- **WORK REQUIRED**: When you reach the line containing "M 1441,245 L 1470,287 L 1429,315 L 1400,274 Z" in the data below, begin returning lines exactly as written, and stop once the line containing "M 2372,560 L 2393,534" has been returned.

- **SUPPLIED MATERIAL**:
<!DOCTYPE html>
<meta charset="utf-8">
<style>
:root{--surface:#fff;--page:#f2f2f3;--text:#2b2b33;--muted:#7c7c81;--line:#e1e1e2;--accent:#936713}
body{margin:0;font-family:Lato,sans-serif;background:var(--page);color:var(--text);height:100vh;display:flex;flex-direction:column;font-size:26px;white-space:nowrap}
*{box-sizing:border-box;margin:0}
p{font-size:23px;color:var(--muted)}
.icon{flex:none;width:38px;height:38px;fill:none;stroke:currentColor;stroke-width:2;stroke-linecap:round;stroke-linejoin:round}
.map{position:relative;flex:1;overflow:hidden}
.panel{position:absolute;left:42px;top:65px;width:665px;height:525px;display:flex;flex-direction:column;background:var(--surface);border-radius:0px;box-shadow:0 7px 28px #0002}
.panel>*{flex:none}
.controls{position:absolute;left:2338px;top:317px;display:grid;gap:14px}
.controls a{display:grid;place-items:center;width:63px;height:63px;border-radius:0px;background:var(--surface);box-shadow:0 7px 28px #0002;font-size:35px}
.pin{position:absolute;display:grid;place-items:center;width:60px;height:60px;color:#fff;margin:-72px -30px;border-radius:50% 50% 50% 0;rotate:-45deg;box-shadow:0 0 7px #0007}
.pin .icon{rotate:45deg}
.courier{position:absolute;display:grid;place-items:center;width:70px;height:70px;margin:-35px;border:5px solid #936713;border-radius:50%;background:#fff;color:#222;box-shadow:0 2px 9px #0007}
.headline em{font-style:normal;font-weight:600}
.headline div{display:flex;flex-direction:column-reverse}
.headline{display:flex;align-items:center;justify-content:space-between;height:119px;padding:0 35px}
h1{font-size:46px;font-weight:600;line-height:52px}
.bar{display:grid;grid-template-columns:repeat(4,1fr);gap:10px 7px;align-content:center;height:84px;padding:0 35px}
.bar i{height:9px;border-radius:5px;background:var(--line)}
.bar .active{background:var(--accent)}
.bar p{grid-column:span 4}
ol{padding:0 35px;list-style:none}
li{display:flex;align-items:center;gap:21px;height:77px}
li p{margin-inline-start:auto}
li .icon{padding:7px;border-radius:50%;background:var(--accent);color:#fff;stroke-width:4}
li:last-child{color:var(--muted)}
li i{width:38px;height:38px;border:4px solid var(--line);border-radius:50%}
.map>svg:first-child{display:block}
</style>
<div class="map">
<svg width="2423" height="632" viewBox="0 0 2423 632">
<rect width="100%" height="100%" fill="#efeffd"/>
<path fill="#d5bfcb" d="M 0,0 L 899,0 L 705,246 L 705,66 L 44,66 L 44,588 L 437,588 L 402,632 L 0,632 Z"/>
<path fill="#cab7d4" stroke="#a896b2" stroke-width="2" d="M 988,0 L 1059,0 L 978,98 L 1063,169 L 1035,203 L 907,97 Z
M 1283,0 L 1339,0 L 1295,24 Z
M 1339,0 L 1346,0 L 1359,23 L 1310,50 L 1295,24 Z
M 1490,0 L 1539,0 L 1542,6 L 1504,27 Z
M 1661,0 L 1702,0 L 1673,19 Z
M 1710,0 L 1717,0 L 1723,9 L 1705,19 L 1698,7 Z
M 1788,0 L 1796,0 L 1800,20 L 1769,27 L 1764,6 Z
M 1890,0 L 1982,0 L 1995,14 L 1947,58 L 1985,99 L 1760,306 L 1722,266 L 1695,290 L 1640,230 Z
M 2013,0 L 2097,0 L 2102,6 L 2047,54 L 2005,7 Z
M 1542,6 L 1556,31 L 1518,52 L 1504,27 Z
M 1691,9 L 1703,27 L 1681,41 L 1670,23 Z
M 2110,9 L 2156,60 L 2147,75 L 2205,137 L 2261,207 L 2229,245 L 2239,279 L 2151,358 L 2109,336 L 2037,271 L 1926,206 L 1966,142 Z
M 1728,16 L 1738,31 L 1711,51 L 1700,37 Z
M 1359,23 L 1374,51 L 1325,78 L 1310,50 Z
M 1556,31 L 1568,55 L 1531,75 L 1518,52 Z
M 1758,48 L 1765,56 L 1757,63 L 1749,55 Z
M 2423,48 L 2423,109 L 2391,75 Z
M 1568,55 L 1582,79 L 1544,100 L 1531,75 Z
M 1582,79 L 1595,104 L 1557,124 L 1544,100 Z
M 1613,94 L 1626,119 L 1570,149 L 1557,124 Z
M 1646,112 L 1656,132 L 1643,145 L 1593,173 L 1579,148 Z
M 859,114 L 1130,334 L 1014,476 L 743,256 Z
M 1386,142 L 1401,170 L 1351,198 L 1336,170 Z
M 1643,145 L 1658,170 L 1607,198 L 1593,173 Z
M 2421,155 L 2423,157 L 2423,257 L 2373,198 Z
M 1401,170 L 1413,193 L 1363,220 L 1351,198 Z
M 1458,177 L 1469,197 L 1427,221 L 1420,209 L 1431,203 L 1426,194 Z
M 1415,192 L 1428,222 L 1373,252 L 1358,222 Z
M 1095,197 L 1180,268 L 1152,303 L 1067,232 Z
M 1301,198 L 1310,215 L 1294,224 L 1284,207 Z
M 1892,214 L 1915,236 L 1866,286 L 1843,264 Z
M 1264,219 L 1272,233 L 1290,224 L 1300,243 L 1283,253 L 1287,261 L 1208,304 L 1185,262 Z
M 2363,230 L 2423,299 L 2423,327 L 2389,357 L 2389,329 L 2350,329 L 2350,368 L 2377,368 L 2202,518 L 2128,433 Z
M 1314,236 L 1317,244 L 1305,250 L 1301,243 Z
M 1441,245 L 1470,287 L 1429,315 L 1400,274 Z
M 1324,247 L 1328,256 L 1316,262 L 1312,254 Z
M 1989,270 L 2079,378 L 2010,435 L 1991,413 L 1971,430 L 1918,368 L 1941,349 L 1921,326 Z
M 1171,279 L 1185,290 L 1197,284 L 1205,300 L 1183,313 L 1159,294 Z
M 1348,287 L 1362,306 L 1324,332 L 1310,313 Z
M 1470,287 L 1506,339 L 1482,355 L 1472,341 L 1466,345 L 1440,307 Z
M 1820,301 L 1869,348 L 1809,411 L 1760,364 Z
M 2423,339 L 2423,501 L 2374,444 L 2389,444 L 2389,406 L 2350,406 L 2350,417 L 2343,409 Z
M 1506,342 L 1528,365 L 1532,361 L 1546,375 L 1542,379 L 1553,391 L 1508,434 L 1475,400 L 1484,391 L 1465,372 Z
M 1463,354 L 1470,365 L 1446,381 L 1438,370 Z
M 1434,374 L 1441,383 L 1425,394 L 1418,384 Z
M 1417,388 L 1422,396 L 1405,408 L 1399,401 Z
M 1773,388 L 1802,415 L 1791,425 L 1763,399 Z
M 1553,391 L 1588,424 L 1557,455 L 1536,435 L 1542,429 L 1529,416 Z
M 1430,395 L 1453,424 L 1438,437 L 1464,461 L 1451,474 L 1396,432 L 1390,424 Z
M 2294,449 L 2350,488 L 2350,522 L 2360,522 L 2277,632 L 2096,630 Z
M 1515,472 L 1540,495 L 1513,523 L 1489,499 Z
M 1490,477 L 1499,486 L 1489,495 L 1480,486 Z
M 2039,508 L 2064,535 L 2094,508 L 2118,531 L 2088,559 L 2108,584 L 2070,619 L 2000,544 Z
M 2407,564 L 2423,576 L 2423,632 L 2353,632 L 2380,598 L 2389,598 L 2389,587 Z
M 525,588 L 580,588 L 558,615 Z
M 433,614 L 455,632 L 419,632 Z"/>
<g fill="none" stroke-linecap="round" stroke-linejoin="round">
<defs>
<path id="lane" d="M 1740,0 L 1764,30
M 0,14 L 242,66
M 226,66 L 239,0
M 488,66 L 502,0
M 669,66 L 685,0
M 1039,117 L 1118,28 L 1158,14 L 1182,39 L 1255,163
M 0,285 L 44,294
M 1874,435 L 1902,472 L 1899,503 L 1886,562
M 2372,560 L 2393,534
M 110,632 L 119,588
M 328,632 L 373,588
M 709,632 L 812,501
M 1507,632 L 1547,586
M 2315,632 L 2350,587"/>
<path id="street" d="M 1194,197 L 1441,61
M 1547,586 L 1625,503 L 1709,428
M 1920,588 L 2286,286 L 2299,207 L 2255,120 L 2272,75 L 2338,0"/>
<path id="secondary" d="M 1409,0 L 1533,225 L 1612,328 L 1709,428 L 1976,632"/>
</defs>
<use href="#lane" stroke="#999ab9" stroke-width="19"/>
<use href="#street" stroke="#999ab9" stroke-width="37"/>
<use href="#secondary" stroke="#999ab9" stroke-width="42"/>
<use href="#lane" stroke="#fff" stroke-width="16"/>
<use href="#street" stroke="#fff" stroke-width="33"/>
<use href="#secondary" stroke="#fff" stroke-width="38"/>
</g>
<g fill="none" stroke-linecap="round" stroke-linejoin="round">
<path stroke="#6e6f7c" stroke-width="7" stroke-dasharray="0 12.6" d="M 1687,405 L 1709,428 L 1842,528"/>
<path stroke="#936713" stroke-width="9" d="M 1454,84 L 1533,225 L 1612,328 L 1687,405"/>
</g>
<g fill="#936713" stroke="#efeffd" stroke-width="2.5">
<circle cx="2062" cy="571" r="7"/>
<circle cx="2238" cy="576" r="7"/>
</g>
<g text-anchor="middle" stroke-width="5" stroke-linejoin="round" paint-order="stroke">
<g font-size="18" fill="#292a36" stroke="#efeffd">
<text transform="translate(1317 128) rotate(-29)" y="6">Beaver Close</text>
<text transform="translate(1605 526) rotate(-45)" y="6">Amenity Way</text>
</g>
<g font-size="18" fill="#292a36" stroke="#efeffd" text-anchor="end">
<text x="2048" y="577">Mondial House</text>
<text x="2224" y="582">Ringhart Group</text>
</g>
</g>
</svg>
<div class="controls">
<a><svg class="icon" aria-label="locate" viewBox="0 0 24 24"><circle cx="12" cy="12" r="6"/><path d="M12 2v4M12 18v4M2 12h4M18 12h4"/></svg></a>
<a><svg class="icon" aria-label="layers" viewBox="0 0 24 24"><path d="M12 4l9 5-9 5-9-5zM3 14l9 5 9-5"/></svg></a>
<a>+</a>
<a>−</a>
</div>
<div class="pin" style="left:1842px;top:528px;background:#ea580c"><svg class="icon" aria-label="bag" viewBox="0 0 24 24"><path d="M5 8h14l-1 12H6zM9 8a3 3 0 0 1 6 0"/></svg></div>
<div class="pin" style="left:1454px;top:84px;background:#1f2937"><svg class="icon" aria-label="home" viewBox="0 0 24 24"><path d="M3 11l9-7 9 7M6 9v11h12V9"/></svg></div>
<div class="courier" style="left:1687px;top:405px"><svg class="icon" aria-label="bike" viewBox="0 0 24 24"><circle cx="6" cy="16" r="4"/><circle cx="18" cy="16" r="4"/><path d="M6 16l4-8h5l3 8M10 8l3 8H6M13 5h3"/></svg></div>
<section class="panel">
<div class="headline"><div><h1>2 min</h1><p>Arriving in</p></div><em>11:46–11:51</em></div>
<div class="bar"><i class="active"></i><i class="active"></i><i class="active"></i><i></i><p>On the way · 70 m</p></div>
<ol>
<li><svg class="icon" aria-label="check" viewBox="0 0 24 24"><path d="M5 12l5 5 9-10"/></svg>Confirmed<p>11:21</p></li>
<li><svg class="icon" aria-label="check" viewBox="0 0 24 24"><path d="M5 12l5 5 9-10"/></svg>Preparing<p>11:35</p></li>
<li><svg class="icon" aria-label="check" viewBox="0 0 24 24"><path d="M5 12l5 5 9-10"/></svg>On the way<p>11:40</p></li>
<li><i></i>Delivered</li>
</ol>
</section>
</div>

- **ANSWER BOX**:
M 1441,245 L 1470,287 L 1429,315 L 1400,274 Z
M 1324,247 L 1328,256 L 1316,262 L 1312,254 Z
M 1989,270 L 2079,378 L 2010,435 L 1991,413 L 1971,430 L 1918,368 L 1941,349 L 1921,326 Z
M 1171,279 L 1185,290 L 1197,284 L 1205,300 L 1183,313 L 1159,294 Z
M 1348,287 L 1362,306 L 1324,332 L 1310,313 Z
M 1470,287 L 1506,339 L 1482,355 L 1472,341 L 1466,345 L 1440,307 Z
M 1820,301 L 1869,348 L 1809,411 L 1760,364 Z
M 2423,339 L 2423,501 L 2374,444 L 2389,444 L 2389,406 L 2350,406 L 2350,417 L 2343,409 Z
M 1506,342 L 1528,365 L 1532,361 L 1546,375 L 1542,379 L 1553,391 L 1508,434 L 1475,400 L 1484,391 L 1465,372 Z
M 1463,354 L 1470,365 L 1446,381 L 1438,370 Z
M 1434,374 L 1441,383 L 1425,394 L 1418,384 Z
M 1417,388 L 1422,396 L 1405,408 L 1399,401 Z
M 1773,388 L 1802,415 L 1791,425 L 1763,399 Z
M 1553,391 L 1588,424 L 1557,455 L 1536,435 L 1542,429 L 1529,416 Z
M 1430,395 L 1453,424 L 1438,437 L 1464,461 L 1451,474 L 1396,432 L 1390,424 Z
M 2294,449 L 2350,488 L 2350,522 L 2360,522 L 2277,632 L 2096,630 Z
M 1515,472 L 1540,495 L 1513,523 L 1489,499 Z
M 1490,477 L 1499,486 L 1489,495 L 1480,486 Z
M 2039,508 L 2064,535 L 2094,508 L 2118,531 L 2088,559 L 2108,584 L 2070,619 L 2000,544 Z
M 2407,564 L 2423,576 L 2423,632 L 2353,632 L 2380,598 L 2389,598 L 2389,587 Z
M 525,588 L 580,588 L 558,615 Z
M 433,614 L 455,632 L 419,632 Z"/>
<g fill="none" stroke-linecap="round" stroke-linejoin="round">
<defs>
<path id="lane" d="M 1740,0 L 1764,30
M 0,14 L 242,66
M 226,66 L 239,0
M 488,66 L 502,0
M 669,66 L 685,0
M 1039,117 L 1118,28 L 1158,14 L 1182,39 L 1255,163
M 0,285 L 44,294
M 1874,435 L 1902,472 L 1899,503 L 1886,562
M 2372,560 L 2393,534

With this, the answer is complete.